They work very simply, and take at least 2 parameters. The first one is an actual R script; it is pure R code that is passed on to the R engine to be executed, and that will return the last element that is called. From the second argument, the values that are passed on are specified. In the script, you will refer to them as .arg1, .arg2, and so on, depending on the order in which they are declared.

R will take these values, interpret them as vectors (R basically only works with vectors and their derivatives), and return a vector of data that Tableau can use just like any other calculated field.

 

4. Connecting R to Tableau

In order to communicate, R and Tableau must be connected, and this is really easy to do:

1. Download R from here or R Studio from here, and install it

2. From the R console, download the Rserve package and run it:

install.packages(“Rserve”);
library(Rserve);
Rserve();

3. In Tableau, select Help ➜ Setting and Performance ➜ Manage External Service Connections

4. Enter a server name or an IP (in the same machine, use localhost or 127.0.0.1) and select port 6311

5. Test the connection by clicking on the “Test Connection” button, and press OK if you get a positive message

You can also automatize the start of Rserve by creating an Rscript with the code mentioned in point 2 (without repeating the installation), save it as a .R file, and call it from a .bat file with “start Rscript myRserveScript.R”. You’ll find it pretty useful, especially in a server environment, because you can schedule its execution when the machine starts via the Task Scheduler, or by copying a shortcut to %AppData%\Microsoft\Windows\Start Menu\Programs\Startup (in Windows).

After Rserve has started and Tableau is successfully connected, you can start using the 4 Script_* functions to exploit R’s power.

 

5. Forecasting in R

To perform forecasting in R, you have to download a user-made package called “forecast”.

To do so, simply write install.packages(“forecast”) in your R console, and call it by writing library(forecast) any time you need it.

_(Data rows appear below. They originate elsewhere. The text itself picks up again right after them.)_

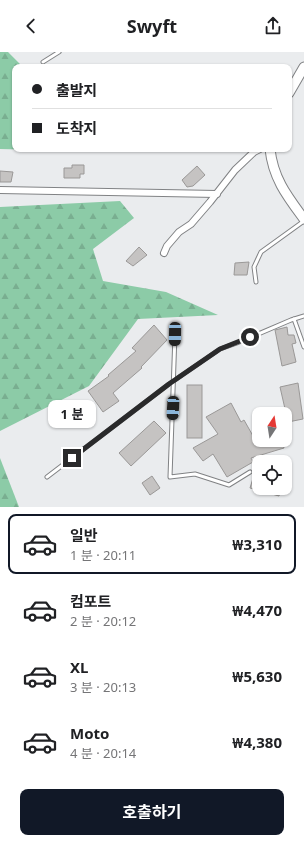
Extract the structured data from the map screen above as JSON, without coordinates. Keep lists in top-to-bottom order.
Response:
{
  "north": "top",
  "page": {
    "header": "Swyft",
    "banner": ["출발지", "도착지"],
    "bubble": "1 분",
    "list": [
      {
        "name": "일반",
        "note": "1 분 · 20:11",
        "value": "₩3,310"
      },
      {
        "name": "컴포트",
        "note": "2 분 · 20:12",
        "value": "₩4,470"
      },
      {
        "name": "XL",
        "note": "3 분 · 20:13",
        "value": "₩5,630"
      },
      {
        "name": "Moto",
        "note": "4 분 · 20:14",
        "value": "₩4,380"
      }
    ],
    "buttons": "호출하기"
  }
}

It offers various types of fully-customizable forecast methods, like Arima, naïve, drift, Exponential Smoothing (ETS), Seasonal-Trend decomposition by Loess (STL) and so on, seasonable or not, with a number of different parameters.

For more details about the package, check the author’s slides, the help package pdf , or each function’s help page by writing ?func_name in the console (ex: ?stlf).

 

6. Use case

In our use case, we will take a series of monthly measures from the last 3 years and forecast them with different frequency/period combinations. We will use the function called stlf, which, without getting bogged down in details, gives us more freedom when playing with periods and frequencies whilst still providing a solid result.

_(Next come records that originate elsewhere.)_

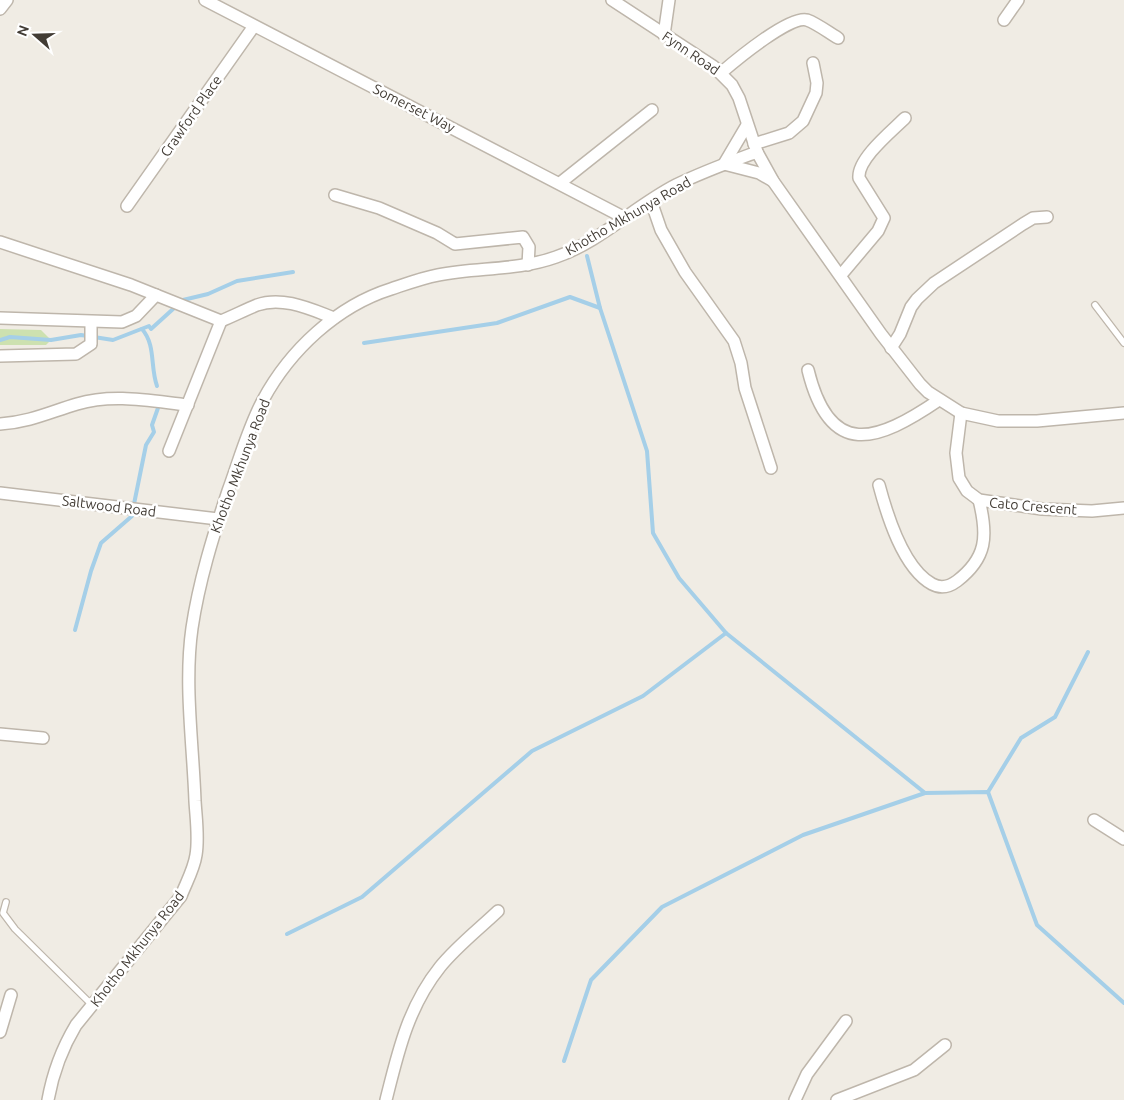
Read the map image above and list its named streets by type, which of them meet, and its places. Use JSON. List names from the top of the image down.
{
  "streets": {
    "street": [
      "Fynn Road",
      "Somerset Way",
      "Crawford Place",
      "Khotho Mkhunya Road",
      "Saltwood Road",
      "Cato Crescent"
    ]
  },
  "crossings": [
    ["Fynn Road", "Khotho Mkhunya Road"],
    ["Somerset Way", "Crawford Place"],
    ["Somerset Way", "Khotho Mkhunya Road"],
    ["Khotho Mkhunya Road", "Saltwood Road"]
  ],
  "north": "left"
}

In the picture below, you can see our data, from January 2014 to October 2016.

Figure 4: Data, from January 2014 to October 2016.

Figure 4: Data, from January 2014 to October 2016.

We dragged our date dimension (Year Number Month Number) to the column field, and put our desired measure in the row field. The trend is not regular, but we can see how the line has a few peaks and generally tends to grow.

 

7. Writing the R scripts

Let’s see how to write the R scripts that perform the forecast.

Firstly, we need to know what values we will be passing: we have our measure (for R to accept it, it must be aggregated, but coming from the Cube it already is, and if not, the ATTR function can be called on to help) and the two integer parameters (create them in Tableau) for the number of periods to be forecasted and for the frequency of the season.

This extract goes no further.